__Source records__.

-- Opening Marker --

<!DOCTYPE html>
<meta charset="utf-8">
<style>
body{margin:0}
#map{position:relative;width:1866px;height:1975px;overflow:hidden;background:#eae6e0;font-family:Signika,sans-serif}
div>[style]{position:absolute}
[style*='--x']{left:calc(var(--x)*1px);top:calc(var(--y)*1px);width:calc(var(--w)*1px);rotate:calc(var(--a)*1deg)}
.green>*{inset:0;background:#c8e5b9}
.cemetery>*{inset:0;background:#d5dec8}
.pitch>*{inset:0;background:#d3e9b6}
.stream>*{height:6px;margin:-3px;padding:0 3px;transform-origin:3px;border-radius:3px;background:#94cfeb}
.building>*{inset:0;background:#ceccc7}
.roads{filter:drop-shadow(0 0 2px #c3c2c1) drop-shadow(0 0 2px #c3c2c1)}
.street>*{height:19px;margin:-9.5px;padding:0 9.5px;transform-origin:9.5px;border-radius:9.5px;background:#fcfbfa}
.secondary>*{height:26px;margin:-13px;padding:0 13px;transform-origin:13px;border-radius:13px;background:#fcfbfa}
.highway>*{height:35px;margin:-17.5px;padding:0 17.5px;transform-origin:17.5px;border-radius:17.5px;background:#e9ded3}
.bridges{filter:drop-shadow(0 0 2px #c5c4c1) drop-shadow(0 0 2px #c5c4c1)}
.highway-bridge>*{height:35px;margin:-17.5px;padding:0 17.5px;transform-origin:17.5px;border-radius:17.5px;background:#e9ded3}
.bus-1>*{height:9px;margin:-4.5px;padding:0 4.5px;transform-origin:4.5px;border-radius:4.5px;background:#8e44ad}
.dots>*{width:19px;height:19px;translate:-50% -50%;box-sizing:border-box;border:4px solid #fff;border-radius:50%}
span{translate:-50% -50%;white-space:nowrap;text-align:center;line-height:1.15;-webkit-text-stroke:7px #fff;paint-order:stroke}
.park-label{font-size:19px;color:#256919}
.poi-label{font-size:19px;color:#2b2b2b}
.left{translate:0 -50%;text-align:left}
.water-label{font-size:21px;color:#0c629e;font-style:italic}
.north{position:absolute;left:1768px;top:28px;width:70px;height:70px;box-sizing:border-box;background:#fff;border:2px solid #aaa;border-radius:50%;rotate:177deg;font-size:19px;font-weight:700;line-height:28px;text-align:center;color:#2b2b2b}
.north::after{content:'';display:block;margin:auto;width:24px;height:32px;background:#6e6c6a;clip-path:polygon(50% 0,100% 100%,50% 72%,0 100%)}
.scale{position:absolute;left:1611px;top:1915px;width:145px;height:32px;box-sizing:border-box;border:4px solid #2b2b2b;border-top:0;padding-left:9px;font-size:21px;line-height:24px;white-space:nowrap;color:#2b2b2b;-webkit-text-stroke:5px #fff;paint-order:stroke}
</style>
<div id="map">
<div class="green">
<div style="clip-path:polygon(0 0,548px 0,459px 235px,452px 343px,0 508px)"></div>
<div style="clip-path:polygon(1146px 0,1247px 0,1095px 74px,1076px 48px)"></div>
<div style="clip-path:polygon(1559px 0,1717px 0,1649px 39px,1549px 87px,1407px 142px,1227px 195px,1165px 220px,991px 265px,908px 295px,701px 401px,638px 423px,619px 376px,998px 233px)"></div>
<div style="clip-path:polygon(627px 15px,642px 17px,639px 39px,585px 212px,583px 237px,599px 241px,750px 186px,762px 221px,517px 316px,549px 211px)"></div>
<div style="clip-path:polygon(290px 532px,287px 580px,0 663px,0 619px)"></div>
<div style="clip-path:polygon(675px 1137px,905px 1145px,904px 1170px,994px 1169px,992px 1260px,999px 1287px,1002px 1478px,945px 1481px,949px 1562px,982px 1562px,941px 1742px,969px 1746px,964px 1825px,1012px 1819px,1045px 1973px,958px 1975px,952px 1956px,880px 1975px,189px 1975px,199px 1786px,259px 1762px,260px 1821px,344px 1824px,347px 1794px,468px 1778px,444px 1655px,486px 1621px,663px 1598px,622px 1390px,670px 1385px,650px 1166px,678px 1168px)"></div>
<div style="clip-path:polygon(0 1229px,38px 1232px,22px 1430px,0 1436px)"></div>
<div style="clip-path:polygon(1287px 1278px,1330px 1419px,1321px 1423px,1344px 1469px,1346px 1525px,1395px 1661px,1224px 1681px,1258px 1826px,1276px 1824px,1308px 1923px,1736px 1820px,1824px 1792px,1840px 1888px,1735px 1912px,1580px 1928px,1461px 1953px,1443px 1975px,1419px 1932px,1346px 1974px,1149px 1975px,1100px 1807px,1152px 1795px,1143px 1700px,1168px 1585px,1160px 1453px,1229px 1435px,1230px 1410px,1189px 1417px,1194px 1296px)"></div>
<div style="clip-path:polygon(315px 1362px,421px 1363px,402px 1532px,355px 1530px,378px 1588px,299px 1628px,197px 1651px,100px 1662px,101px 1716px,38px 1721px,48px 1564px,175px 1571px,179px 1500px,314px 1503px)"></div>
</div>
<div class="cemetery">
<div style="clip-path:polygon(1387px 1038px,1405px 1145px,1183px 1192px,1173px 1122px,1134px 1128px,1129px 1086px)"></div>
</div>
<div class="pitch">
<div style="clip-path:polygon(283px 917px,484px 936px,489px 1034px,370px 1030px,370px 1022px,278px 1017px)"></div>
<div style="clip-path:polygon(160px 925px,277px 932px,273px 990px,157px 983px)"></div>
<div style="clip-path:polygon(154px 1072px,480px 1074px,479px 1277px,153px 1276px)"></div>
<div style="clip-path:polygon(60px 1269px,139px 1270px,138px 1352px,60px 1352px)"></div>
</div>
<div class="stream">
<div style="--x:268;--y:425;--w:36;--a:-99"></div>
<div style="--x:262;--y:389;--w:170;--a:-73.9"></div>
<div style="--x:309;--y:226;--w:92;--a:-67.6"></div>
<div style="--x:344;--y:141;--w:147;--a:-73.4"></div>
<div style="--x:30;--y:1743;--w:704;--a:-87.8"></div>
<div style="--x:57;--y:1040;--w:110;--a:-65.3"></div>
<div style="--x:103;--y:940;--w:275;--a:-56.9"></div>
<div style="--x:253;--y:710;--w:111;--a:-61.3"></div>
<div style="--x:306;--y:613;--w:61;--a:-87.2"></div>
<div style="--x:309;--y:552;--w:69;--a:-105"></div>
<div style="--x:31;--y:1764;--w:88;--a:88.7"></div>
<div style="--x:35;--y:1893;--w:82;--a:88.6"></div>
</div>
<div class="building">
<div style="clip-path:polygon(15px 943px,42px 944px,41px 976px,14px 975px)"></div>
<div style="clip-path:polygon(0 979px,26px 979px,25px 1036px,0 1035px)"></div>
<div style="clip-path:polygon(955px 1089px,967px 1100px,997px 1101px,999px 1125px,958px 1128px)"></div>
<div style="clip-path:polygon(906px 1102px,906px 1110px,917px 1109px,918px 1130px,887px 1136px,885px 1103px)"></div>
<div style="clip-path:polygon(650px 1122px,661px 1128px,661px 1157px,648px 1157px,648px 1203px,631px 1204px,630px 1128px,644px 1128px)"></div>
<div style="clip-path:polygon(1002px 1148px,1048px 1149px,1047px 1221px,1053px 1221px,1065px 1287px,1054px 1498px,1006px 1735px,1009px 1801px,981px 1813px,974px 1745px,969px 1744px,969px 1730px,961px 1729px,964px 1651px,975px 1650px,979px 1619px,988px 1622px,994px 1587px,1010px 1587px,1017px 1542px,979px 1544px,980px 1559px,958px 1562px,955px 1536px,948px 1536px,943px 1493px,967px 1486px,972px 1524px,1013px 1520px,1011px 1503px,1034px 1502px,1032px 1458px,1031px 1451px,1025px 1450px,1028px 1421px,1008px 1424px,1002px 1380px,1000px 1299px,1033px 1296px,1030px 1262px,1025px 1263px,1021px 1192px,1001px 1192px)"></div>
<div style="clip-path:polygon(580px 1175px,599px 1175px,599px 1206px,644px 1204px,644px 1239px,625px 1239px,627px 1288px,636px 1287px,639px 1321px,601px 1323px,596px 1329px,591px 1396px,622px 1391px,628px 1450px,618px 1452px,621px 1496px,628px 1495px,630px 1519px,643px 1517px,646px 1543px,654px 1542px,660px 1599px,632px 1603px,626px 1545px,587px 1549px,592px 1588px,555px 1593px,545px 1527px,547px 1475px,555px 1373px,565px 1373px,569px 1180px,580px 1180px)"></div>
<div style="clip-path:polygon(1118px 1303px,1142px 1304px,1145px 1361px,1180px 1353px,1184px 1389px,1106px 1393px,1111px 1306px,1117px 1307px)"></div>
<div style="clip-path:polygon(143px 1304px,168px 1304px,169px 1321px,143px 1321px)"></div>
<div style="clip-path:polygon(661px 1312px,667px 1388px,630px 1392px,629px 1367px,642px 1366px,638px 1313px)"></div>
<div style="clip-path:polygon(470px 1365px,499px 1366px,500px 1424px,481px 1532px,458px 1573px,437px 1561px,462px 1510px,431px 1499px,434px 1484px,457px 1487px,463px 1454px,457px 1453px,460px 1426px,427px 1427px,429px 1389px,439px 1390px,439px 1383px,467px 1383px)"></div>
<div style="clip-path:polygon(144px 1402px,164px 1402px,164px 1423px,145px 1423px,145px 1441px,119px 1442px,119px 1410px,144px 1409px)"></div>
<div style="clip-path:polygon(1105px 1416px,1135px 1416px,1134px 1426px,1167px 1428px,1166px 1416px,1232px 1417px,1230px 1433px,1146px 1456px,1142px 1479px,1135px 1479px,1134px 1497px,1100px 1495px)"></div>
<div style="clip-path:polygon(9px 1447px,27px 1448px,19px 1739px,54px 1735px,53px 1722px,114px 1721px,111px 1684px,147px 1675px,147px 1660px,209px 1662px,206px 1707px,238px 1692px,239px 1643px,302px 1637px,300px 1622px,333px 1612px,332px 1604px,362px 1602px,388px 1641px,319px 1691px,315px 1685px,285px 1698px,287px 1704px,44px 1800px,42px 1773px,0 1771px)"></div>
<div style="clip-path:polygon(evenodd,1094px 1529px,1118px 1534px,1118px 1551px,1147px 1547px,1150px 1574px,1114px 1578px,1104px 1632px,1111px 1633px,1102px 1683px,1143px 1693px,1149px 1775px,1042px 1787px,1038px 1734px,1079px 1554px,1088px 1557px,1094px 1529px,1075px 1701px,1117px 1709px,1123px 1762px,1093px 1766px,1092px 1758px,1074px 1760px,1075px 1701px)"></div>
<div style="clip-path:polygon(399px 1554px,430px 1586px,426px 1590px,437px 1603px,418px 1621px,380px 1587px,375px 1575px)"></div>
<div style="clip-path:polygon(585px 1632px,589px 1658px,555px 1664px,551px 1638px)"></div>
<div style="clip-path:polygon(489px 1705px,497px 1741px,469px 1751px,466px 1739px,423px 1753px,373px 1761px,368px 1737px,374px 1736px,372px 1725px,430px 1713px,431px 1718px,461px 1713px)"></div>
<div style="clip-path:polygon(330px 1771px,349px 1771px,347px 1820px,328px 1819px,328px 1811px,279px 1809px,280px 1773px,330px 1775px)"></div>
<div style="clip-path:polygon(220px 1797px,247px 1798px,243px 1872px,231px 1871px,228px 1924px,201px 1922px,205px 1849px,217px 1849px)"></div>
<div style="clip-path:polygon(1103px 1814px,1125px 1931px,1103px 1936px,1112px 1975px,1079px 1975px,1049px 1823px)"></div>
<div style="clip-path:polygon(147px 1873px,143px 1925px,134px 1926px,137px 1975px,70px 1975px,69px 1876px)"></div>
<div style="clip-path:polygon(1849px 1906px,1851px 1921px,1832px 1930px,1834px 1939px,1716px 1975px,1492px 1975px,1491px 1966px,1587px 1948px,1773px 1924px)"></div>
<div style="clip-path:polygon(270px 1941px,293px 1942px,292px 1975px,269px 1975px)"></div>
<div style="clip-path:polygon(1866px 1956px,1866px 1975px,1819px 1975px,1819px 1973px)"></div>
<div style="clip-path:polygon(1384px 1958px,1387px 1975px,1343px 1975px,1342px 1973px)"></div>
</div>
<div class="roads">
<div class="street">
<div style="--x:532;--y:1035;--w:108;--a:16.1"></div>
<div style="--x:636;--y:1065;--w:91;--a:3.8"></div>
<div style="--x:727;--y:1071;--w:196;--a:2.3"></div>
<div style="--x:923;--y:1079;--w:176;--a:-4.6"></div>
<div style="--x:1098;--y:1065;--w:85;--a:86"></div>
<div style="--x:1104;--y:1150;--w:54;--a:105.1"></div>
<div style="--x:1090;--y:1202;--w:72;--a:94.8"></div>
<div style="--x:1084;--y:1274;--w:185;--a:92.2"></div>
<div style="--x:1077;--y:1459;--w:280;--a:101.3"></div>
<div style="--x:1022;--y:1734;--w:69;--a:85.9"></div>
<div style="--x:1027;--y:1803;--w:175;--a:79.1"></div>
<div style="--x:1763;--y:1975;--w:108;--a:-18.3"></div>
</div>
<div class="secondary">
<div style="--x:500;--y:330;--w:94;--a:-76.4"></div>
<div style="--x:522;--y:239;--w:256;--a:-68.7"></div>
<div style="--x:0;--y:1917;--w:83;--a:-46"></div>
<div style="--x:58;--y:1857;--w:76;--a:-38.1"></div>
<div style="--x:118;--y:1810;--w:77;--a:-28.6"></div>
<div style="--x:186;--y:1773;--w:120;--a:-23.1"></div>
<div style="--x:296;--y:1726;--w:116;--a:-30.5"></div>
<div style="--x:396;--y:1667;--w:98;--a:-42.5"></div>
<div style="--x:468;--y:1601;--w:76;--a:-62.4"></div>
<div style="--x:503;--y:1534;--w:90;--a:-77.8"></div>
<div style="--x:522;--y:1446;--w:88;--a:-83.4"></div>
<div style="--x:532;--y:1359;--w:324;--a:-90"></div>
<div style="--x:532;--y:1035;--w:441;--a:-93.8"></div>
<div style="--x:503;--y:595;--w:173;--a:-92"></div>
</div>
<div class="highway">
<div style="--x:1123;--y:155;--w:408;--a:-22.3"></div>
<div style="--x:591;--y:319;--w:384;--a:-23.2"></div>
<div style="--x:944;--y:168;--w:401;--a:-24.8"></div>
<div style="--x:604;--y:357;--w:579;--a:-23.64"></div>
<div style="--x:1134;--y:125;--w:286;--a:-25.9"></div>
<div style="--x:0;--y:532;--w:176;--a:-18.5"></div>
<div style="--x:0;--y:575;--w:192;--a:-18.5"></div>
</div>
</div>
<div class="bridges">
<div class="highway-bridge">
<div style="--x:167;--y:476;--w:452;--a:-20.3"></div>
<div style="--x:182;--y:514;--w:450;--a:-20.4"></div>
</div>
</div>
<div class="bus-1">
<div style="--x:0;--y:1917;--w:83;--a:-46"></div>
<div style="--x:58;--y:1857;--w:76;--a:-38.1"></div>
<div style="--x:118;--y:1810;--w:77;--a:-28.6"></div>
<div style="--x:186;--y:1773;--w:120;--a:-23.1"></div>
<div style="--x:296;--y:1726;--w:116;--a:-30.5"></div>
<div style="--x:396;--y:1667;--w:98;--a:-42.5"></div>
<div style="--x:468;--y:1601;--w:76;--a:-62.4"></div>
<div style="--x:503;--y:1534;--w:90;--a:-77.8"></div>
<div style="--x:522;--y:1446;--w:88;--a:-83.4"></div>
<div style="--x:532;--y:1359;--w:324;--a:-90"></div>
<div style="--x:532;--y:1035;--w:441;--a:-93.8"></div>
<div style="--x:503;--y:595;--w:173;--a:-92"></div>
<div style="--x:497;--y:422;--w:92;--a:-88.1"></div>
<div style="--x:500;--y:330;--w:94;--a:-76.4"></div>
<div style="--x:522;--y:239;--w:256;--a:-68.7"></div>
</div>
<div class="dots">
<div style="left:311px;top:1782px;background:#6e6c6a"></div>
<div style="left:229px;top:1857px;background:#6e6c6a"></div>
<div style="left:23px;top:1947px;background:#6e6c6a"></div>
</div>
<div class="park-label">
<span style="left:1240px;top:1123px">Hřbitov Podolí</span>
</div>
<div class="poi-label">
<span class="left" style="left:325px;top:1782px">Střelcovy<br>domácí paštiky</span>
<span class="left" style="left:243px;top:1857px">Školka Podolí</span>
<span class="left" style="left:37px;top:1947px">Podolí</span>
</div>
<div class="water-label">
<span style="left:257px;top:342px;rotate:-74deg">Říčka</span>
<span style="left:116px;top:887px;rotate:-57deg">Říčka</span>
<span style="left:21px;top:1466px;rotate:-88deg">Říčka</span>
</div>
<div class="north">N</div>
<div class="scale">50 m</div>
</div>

-- Closing Marker --

__Instructions for the task__.
Repeat the material above exactly, beginning with its first line and ending with the line that holds "2px #c3c2c1) drop-shadow(0", and leave out everything else.

__Response for this exercise__.
<!DOCTYPE html>
<meta charset="utf-8">
<style>
body{margin:0}
#map{position:relative;width:1866px;height:1975px;overflow:hidden;background:#eae6e0;font-family:Signika,sans-serif}
div>[style]{position:absolute}
[style*='--x']{left:calc(var(--x)*1px);top:calc(var(--y)*1px);width:calc(var(--w)*1px);rotate:calc(var(--a)*1deg)}
.green>*{inset:0;background:#c8e5b9}
.cemetery>*{inset:0;background:#d5dec8}
.pitch>*{inset:0;background:#d3e9b6}
.stream>*{height:6px;margin:-3px;padding:0 3px;transform-origin:3px;border-radius:3px;background:#94cfeb}
.building>*{inset:0;background:#ceccc7}
.roads{filter:drop-shadow(0 0 2px #c3c2c1) drop-shadow(0 0 2px #c3c2c1)}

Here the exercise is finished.